→ **Work task**: Scan the material below and copy every line holding the word "list".
- Opening Delimiter -
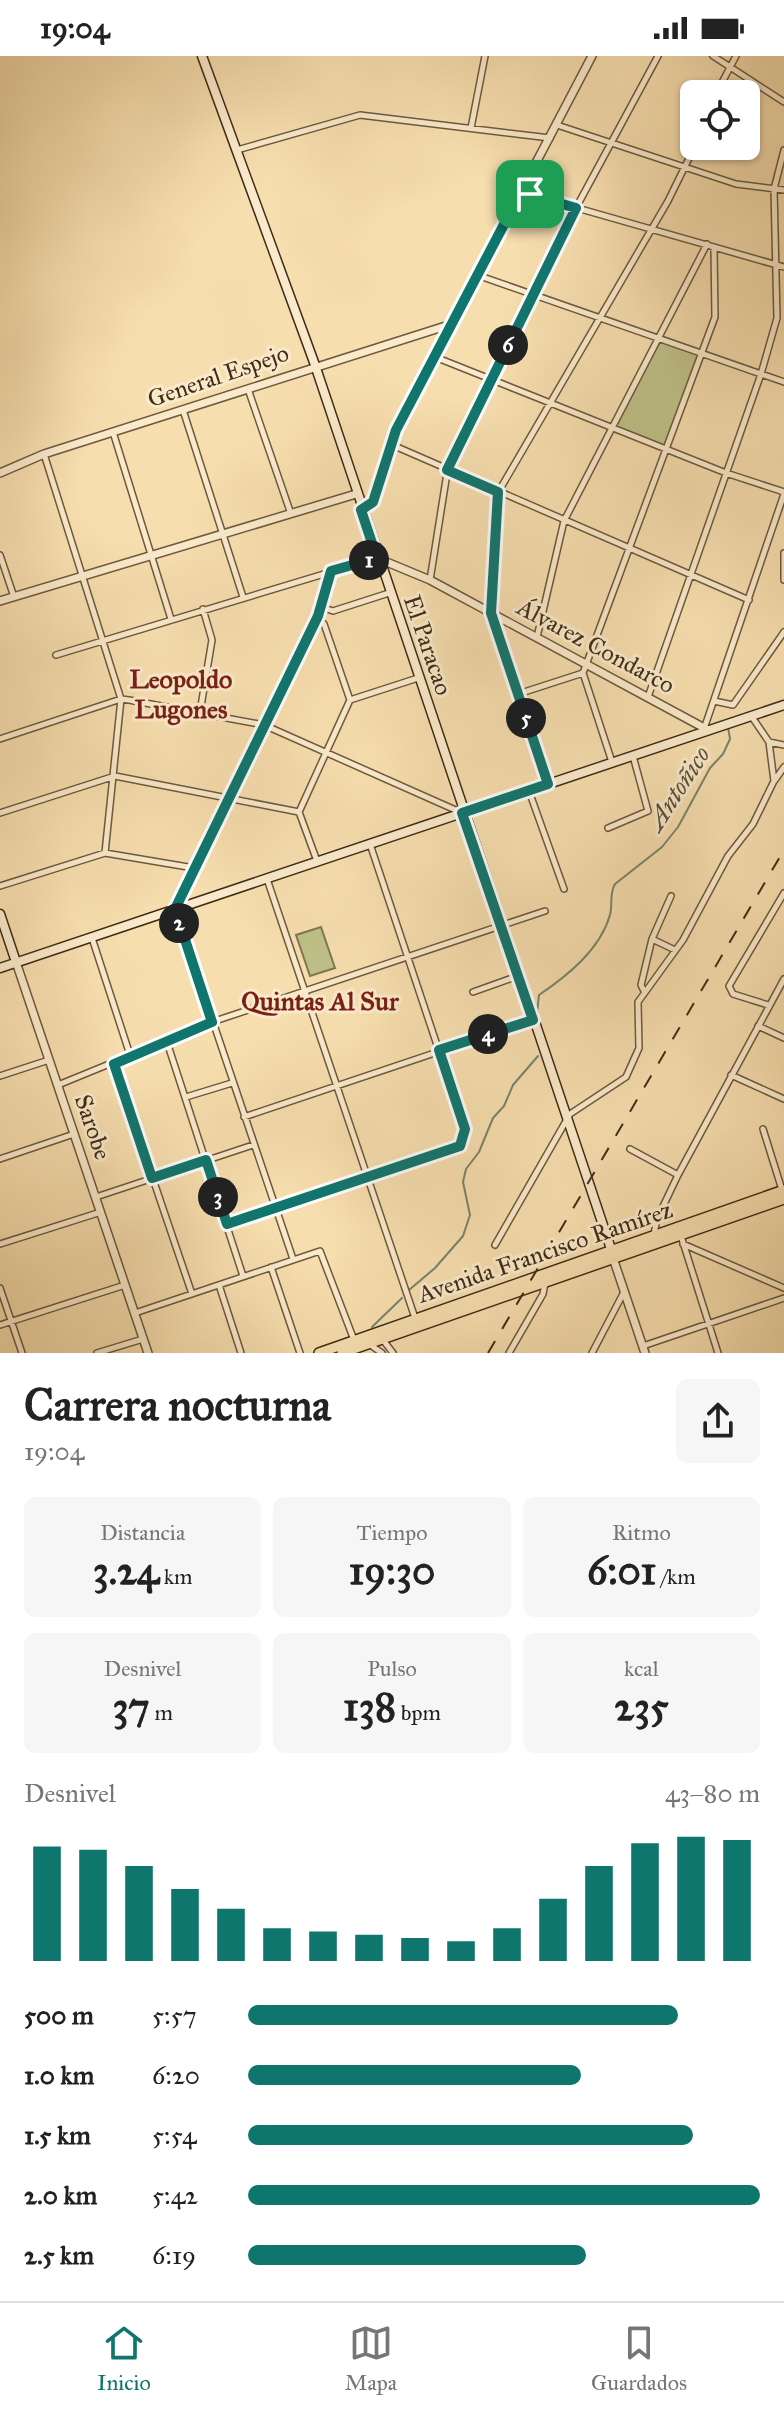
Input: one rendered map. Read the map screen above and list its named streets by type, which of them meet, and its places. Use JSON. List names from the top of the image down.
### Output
{
  "streets": {
    "main road": ["El Paracao", "Sarobe", "Avenida Francisco Ramírez"],
    "street": ["General Espejo", "Álvarez Condarco"]
  },
  "crossings": [
    ["General Espejo", "El Paracao"],
    ["El Paracao", "Álvarez Condarco"],
    ["El Paracao", "Avenida Francisco Ramírez"]
  ],
  "districts": ["Leopoldo Lugones", "Quintas Al Sur"],
  "water": ["Antoñico"],
  "page": {
    "status": "19:04",
    "pins": [
      "6",
      "1",
      "5",
      "2",
      "4",
      "3"
    ],
    "heading": ["Carrera nocturna", "19:04"],
    "stats": [
      ["Distancia", "3.24 km"],
      ["Tiempo", "19:30"],
      ["Ritmo", "6:01 /km"],
      ["Desnivel", "37 m"],
      ["Pulso", "138 bpm"],
      ["kcal", "235"]
    ],
    "chart": ["Desnivel", "43–80 m"],
    "list": [
      {
        "name": "500 m",
        "note": "5:57"
      },
      {
        "name": "1.0 km",
        "note": "6:20"
      },
      {
        "name": "1.5 km",
        "note": "5:54"
      },
      {
        "name": "2.0 km",
        "note": "5:42"
      },
      {
        "name": "2.5 km",
        "note": "6:19"
      }
    ],
    "tabs": ["Inicio", "Mapa", "Guardados"]
  }
}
- Closing Delimiter -
→ **Exercise result**:
Input: one rendered map. Read the map screen above and list its named streets by type, which of them meet, and its places. Use JSON. List names from the top of the image down.
    "list": [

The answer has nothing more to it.